Остаётся любить то, что есть здесь и сейчас, и никогда, даже после бессонной ночи, засыпая на рассвете, когда сознание на короткое мгновение становится ясным и отчужденным, ни в коем случае не допускать мысли, что любимое нами, желанное, обольстительное – только тень того настоящего бессмертного аромата, которого на самом деле – не существует.
Я отдаю себе отчёт, что более или менее понимаю поколение тридцатилетних, – если выражение «понимать людей» вообще допустимо для приличного человека; немного помню о детстве и юности; но совершенно не могу представить, что на уме у тех, кто в два раза старше, за 60 и далее. Я думала об их печалях: ну что там может быть – страх смерти, «жизнь не удалась», ощущение собственной ненужности? И мне почему-то вдруг показалось, что скорбь третьего возраста в том, что дети – твои собственные дети, у которых, казалось, всегда всё впереди и обязательно будет по-другому, – уже немолоды и точно так же несчастливы, и жизнь их тускла и трудна. И вот это ощущение себя в бесконечной каторжной цепи поколений, где и позади, и впереди счастливых нет, должно быть, и есть самое страшное. И насколько легче тем, чьи взрослые дети благополучны.
С детьми всегда так:
По выходе из младенчества мы только и делаем, что мучаем их, а они нас любят. Хотелось просто воспитывать и строить свою жизнь, а по факту получается, что всё время заставляешь, орёшь, разрушаешь. Разводимся, разваливая их семью, перевозим с места на место, меняем среду – и давим, давим, давим. Всего лишь выпрямлять, чтобы этот цветок рос ровно, будить до света в школу, ставить почерк, делать уроки – орать, да, но ведь это всё необходимо.
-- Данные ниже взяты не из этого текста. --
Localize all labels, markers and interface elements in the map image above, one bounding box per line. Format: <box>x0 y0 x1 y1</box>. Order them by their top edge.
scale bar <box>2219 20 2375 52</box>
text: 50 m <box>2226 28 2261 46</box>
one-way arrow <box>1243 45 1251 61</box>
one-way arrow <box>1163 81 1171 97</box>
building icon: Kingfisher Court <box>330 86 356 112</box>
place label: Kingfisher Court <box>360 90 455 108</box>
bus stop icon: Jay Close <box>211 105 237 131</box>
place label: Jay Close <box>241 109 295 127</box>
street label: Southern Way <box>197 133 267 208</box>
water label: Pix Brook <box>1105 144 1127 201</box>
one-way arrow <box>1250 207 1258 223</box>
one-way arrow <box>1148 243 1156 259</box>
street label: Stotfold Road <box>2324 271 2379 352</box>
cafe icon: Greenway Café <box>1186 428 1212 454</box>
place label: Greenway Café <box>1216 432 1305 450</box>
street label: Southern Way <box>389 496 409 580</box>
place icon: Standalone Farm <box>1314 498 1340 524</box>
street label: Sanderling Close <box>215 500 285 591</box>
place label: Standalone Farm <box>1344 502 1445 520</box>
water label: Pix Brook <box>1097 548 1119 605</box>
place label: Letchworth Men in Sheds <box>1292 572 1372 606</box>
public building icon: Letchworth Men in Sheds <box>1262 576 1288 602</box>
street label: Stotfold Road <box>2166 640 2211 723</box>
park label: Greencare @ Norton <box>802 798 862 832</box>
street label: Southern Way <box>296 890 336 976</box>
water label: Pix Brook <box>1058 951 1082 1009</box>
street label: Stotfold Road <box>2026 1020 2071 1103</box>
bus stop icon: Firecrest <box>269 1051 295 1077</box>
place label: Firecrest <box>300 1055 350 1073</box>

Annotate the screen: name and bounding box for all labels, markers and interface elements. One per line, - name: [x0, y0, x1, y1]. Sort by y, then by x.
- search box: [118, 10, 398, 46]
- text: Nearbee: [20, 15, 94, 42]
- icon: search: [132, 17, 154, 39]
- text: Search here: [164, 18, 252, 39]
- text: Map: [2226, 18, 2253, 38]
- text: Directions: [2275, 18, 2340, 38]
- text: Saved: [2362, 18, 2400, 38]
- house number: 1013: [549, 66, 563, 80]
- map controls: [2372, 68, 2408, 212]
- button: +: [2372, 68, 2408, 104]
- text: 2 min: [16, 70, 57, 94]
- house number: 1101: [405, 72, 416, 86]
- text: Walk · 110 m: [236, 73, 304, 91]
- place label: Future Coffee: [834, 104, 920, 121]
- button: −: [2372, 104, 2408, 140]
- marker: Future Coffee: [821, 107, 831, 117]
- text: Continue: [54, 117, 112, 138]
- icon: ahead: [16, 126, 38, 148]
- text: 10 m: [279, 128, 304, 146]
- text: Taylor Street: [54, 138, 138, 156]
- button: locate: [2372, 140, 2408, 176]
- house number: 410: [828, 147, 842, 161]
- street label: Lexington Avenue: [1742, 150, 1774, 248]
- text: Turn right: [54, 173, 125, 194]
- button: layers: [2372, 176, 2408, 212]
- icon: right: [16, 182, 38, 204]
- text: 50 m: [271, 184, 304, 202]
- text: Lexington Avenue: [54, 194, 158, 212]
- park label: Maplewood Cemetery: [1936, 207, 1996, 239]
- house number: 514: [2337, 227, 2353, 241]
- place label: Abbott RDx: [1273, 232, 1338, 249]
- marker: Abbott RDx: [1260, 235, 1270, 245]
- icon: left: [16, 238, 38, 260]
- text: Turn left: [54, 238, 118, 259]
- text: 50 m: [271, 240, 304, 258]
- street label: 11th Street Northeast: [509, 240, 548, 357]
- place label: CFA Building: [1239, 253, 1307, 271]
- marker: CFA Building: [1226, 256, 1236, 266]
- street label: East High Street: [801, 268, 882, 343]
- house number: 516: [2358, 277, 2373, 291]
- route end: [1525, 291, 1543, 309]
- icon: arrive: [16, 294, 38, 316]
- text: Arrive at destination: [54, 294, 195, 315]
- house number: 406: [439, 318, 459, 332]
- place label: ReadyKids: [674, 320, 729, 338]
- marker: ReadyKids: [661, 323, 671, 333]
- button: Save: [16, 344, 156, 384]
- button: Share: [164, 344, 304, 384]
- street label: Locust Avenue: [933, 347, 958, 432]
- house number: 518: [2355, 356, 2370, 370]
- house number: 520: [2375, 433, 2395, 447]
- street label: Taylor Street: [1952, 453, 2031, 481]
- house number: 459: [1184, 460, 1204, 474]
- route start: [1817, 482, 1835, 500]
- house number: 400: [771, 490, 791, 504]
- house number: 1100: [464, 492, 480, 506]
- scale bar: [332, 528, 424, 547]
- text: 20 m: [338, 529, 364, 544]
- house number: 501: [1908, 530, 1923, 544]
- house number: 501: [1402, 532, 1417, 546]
(Не говоря даже, что мы просто люди, с нервами, с недостатками, самодурством, – нет, только о необходимом и оправданном давлении речь.) А они в ответ на это – даже сопротивляясь – неотступно отчаянно любят.
Вот, а потом он вырастает, и так стыдно, ты ему – прости, прости, а он – да нормально, всё правильно, сделали из меня человека. А ты смотришь, и никуда от этого не деться, – что он-то – был – ангел.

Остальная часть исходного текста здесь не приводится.